If they’d left in the bits of me reading from the script, I probably would’ve crawled into a cave and refused to come out.

Wow, Andy, what a story. Of course, how much might the outcome have been different if you’d known to expect a script, and were prepared?

This reminds me of my own “worst NPR” story. When I did that horse clone spot, Joe Palca was in charge of the full story for All Things Considered. But he was out of town when we needed to interview the scientist, who was in Italy. So, they let the intern do it. How fun, doing an overseas phoner interview? NOT! The researcher could speak english fine (though with a heavy accent), but he couldn’t drop the jargon. I’d ask him, “Could you tell me what you did?” and he’d start talking about all the embryos and how long they took to gestation. I could hear that I was getting no useable tape. I asked in as many ways as I could for him to explain it plainly, or asked for his reactions when the horse was born, anything. Nope. He wasn’t playing our game.

Joe Palca later asked me if he could use that piece of tape in his classes when he talked to journalism students about how hard it is to talk to scientists. [head in hands]

You can listen to that story here:
http://www.npr.org/templates/story/story.php?storyId=1387175

Notice how few comments there are from the actual scientist.

Denise Graveline March 11, 2009 at 1:37 am

Stephanie, these are great tips and I’ve posted them on my Eloquent Woman blog for women on public speaking, at http://dontgetcaught.biz/webdocs/blog/dgcnews.htm

The good news, perhaps: I’m also helping AAAS in training scientists to communicate clearly for public audiences. Slow work, but you are a good role model!

Mandy March 11, 2009 at 2:14 am

Hear! Hear! Doing the narration is hard and you wouldn’t think so. I like your tip to write each idea on a separate line. I’m going to try that with my next audio piece.

michael March 13, 2009 at 1:42 pm

I thing i like your aticles, i am a student i am studing mass communication i will like you to tell me how to speak in public so as to deffined my silf and speak realy like a presenter when the time come, and for you to advice me on what to do so that i will be perfect when it comes to presenting and more please.

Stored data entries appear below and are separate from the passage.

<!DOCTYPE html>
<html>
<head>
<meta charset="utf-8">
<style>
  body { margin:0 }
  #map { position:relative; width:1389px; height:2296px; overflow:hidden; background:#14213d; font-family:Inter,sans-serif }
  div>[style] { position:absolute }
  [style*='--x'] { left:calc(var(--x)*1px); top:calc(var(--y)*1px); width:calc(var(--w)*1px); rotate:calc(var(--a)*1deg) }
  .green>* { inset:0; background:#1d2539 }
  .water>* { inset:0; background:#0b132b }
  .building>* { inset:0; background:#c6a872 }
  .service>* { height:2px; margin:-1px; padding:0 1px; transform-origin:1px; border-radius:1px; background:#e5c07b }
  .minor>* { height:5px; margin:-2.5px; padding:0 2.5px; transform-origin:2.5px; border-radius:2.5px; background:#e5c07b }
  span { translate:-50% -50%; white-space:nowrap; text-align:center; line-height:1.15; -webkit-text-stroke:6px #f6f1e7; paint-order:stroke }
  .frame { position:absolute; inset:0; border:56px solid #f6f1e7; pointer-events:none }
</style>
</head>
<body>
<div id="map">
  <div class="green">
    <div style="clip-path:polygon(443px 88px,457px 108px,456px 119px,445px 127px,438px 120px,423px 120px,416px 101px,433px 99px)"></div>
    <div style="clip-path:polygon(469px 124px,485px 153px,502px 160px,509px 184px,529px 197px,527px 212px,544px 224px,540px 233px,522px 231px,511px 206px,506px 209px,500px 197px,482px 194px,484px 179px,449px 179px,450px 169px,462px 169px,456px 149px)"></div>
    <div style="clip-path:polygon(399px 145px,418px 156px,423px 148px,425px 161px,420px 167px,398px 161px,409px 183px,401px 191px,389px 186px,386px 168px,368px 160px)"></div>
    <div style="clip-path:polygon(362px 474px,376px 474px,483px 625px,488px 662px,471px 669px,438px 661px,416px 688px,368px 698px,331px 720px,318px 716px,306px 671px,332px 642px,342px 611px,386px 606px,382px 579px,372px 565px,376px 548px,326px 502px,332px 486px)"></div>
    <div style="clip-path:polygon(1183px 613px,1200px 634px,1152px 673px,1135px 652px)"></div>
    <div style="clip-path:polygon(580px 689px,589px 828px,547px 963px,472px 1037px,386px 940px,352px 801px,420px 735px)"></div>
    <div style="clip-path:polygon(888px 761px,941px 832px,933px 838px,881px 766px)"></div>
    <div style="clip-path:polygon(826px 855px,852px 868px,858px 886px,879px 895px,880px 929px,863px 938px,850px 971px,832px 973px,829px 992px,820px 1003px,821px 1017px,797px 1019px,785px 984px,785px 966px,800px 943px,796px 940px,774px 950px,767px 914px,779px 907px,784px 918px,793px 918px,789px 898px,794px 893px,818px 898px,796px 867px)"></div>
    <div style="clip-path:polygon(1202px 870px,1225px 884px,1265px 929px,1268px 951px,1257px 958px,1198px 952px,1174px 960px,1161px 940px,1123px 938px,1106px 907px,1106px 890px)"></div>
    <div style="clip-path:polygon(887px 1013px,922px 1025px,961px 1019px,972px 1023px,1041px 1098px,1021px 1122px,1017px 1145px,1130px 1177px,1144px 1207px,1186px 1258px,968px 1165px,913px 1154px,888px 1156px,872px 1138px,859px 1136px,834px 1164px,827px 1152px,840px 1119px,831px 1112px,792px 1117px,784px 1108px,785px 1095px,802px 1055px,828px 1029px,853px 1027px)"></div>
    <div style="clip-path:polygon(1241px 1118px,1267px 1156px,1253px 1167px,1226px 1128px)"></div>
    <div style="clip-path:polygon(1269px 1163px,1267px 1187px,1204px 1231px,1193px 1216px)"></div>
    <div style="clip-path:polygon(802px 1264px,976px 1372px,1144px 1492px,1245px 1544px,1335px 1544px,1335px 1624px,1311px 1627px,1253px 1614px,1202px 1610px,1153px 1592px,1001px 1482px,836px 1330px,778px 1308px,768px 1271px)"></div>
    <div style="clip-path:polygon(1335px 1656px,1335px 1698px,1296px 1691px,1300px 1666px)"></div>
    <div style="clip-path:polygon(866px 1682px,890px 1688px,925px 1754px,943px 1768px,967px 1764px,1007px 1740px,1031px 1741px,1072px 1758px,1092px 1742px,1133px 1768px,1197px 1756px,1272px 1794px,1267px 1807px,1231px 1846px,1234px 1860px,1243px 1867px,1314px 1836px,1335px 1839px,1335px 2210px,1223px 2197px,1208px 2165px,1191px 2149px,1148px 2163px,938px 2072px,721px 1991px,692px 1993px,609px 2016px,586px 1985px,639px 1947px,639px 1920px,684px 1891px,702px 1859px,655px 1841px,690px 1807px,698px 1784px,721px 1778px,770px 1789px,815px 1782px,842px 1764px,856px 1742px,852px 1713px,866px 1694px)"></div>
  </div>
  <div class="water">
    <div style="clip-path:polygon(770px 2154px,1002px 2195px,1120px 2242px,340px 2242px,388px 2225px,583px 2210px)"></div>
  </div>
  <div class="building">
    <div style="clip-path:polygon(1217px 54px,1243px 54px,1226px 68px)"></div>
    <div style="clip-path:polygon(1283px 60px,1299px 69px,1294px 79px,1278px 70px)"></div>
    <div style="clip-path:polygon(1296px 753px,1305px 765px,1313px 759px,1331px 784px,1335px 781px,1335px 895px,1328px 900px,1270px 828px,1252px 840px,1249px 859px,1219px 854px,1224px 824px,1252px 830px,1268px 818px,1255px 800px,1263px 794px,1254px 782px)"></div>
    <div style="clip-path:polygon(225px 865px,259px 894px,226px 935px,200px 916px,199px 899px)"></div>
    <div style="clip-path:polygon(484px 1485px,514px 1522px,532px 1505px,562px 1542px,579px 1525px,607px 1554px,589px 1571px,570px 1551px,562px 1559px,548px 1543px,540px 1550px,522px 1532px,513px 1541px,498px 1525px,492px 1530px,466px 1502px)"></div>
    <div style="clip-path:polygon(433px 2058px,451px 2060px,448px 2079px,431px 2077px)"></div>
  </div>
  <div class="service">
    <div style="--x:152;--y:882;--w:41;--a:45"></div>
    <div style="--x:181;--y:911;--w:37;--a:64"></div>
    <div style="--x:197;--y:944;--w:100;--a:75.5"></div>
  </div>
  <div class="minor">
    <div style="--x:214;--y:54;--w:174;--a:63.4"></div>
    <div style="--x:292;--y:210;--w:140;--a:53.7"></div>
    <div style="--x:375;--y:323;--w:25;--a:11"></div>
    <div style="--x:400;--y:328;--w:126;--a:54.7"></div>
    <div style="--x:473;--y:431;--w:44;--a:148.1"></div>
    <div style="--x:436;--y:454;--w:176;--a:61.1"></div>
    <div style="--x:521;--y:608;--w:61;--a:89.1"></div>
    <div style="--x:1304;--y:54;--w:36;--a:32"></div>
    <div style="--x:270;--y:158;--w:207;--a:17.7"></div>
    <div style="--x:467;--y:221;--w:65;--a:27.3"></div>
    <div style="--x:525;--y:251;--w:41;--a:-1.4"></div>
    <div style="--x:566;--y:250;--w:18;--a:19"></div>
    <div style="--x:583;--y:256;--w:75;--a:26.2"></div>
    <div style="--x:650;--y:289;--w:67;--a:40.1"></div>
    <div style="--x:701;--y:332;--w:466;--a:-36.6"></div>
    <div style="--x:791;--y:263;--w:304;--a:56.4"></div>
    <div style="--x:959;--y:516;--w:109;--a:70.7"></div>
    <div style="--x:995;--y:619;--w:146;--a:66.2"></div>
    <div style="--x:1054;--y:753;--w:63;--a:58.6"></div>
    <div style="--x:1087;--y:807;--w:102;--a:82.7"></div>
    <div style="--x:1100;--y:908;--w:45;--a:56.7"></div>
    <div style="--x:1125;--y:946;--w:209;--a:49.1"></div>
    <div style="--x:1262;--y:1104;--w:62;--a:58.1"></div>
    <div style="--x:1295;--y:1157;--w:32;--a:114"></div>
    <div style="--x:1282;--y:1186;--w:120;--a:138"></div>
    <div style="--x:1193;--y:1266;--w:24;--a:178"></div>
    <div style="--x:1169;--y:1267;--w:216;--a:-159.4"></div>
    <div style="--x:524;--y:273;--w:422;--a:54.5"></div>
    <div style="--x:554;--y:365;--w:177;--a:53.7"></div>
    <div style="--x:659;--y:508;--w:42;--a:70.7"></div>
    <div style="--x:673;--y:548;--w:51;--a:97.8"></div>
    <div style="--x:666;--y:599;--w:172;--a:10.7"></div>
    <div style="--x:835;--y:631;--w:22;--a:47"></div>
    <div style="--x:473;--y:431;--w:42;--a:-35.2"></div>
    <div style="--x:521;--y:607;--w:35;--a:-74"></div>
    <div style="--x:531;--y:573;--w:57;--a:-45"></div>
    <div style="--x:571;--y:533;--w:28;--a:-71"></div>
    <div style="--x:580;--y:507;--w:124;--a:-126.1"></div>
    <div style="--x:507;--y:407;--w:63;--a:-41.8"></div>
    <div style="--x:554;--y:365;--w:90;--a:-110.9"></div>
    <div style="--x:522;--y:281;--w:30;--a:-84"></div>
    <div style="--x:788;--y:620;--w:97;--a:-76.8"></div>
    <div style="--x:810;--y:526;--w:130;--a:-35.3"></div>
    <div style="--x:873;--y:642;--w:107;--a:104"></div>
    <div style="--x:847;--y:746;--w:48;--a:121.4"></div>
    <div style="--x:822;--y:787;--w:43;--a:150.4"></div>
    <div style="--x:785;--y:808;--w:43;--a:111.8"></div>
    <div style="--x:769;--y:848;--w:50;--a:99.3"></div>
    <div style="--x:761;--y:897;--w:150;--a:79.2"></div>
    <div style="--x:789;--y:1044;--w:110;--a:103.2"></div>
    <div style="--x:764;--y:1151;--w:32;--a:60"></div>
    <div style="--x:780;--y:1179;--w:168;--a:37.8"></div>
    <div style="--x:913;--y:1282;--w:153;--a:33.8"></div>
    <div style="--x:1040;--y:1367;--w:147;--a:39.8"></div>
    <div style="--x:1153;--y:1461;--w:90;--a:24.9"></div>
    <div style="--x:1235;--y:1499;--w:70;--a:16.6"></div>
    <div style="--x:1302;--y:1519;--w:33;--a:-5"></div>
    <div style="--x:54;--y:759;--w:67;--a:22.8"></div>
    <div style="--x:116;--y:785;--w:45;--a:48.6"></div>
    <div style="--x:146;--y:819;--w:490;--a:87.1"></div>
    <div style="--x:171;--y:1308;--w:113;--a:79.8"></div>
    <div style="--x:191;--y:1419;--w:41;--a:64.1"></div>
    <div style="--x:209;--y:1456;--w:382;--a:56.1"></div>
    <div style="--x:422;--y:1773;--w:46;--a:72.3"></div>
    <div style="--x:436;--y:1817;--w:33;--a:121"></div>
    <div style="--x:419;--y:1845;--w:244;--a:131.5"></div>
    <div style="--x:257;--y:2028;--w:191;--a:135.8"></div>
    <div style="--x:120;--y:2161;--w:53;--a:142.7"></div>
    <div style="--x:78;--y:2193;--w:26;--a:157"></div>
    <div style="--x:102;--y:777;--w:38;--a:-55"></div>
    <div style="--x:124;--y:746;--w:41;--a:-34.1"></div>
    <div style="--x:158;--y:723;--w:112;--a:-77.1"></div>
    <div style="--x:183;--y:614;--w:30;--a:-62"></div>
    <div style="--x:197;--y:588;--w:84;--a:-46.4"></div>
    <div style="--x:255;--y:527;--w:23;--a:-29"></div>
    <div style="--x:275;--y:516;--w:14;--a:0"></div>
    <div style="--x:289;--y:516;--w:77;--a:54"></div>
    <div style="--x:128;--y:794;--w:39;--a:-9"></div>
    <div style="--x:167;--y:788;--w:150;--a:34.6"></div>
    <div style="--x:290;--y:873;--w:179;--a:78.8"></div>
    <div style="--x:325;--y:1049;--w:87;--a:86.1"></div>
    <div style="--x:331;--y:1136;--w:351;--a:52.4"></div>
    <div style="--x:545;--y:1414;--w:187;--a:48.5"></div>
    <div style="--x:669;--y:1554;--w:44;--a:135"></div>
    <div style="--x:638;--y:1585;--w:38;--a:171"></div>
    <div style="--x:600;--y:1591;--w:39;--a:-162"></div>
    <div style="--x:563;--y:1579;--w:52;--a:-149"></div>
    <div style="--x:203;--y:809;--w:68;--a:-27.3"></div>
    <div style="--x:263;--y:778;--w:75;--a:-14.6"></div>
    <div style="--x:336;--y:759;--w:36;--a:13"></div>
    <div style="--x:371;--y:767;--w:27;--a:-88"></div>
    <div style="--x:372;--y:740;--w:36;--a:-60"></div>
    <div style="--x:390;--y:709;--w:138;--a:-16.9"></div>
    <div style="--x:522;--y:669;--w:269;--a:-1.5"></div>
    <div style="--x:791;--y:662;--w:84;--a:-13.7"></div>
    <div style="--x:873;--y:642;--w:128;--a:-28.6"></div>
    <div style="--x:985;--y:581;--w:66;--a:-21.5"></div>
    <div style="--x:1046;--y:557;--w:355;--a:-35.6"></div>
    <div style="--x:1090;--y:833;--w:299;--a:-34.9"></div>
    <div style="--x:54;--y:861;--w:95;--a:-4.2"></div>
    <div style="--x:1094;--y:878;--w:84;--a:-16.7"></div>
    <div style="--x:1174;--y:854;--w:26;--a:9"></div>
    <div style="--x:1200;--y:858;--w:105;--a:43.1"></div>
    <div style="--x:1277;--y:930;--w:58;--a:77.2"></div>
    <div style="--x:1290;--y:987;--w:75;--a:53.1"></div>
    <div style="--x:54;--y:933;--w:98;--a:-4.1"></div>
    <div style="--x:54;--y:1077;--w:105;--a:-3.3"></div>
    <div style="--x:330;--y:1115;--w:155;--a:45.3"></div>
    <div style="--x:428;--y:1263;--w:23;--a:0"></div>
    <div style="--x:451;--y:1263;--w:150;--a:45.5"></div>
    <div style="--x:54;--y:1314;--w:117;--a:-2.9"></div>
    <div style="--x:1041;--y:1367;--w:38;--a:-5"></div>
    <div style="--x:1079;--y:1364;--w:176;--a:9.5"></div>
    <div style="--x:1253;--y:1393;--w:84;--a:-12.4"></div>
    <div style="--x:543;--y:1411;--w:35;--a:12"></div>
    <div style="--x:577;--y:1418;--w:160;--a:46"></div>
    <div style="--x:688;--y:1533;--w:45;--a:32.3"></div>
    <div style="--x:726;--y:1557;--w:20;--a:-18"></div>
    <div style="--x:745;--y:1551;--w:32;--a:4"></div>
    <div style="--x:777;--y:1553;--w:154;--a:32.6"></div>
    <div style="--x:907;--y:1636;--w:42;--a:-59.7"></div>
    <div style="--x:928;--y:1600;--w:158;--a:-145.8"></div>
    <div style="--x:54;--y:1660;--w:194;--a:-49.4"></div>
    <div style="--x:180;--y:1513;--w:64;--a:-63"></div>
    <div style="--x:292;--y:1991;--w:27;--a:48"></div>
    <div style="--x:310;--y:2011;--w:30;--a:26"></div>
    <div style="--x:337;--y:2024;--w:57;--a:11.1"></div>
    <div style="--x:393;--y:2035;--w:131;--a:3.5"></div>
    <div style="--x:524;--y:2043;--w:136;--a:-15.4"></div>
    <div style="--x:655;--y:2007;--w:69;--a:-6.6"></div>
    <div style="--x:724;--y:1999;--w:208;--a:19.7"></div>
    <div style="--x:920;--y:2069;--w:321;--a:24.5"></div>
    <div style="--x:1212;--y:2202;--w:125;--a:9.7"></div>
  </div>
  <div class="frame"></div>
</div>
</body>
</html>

David C-L March 18, 2009 at 2:50 pm

It’s funny you should mention David Kestenbaum and Planet Money, because I was thinking about the voicing on that show the other day.

Planet Money has four regular hosts (in rotation– most days only two are on the air): Adam Davidson, David Kestenbaum, Laura Conaway, and Alex Blumberg. Alex has a distinctive voice (at least, it’s distinctive on Planet Money– when I hear him on This American Life I sometimes have trouble differentiating him from Ira Glass.) Laura has a distinctive voice– not just because she’s the woman, but she just has a fairly unusual voice. But David and Alex sound quite similar– they sound like they are men of similar age and background. I often have trouble remembering which one of them is speaking (especially when they host the show together– which they do relatively rarely).

However, your tip about the cadence of Kestenbaum’s voice has made this much easier– he totally still does it, and Adam Davidson doesn’t! So that makes them easier to tell apart.

David C-L March 18, 2009 at 3:48 pm

But David and Alex sound quite similar

Sorry, should have said David and ADAM sound quite similar.

sciencegeekgirl March 23, 2009 at 2:15 am

However, your tip about the cadence of Kestenbaum’s voice has made this much easier– he totally still does it, and Adam Davidson doesn’t! So that makes them easier to tell apart.

Neat — my random pieces of knowledge are useful to someone! And it’s interesting how this little voice quirk helps you tell the two apart. Now if I could just find some way to tell Ira Glass and Adam apart…

Missy July 25, 2015 at 2:53 pm

I have to respectfully disagree about David Kestenbaum’s voice! I find that he swallows the end of his sentences to such a degree that I’m adjusting the volume on my speakers up and down to compensate when he dips below audible. I enjoy the sound of his voice; I just wish his register was more consistently audible. I imagine the levels on the audio equipment dipping and spiking all over the place.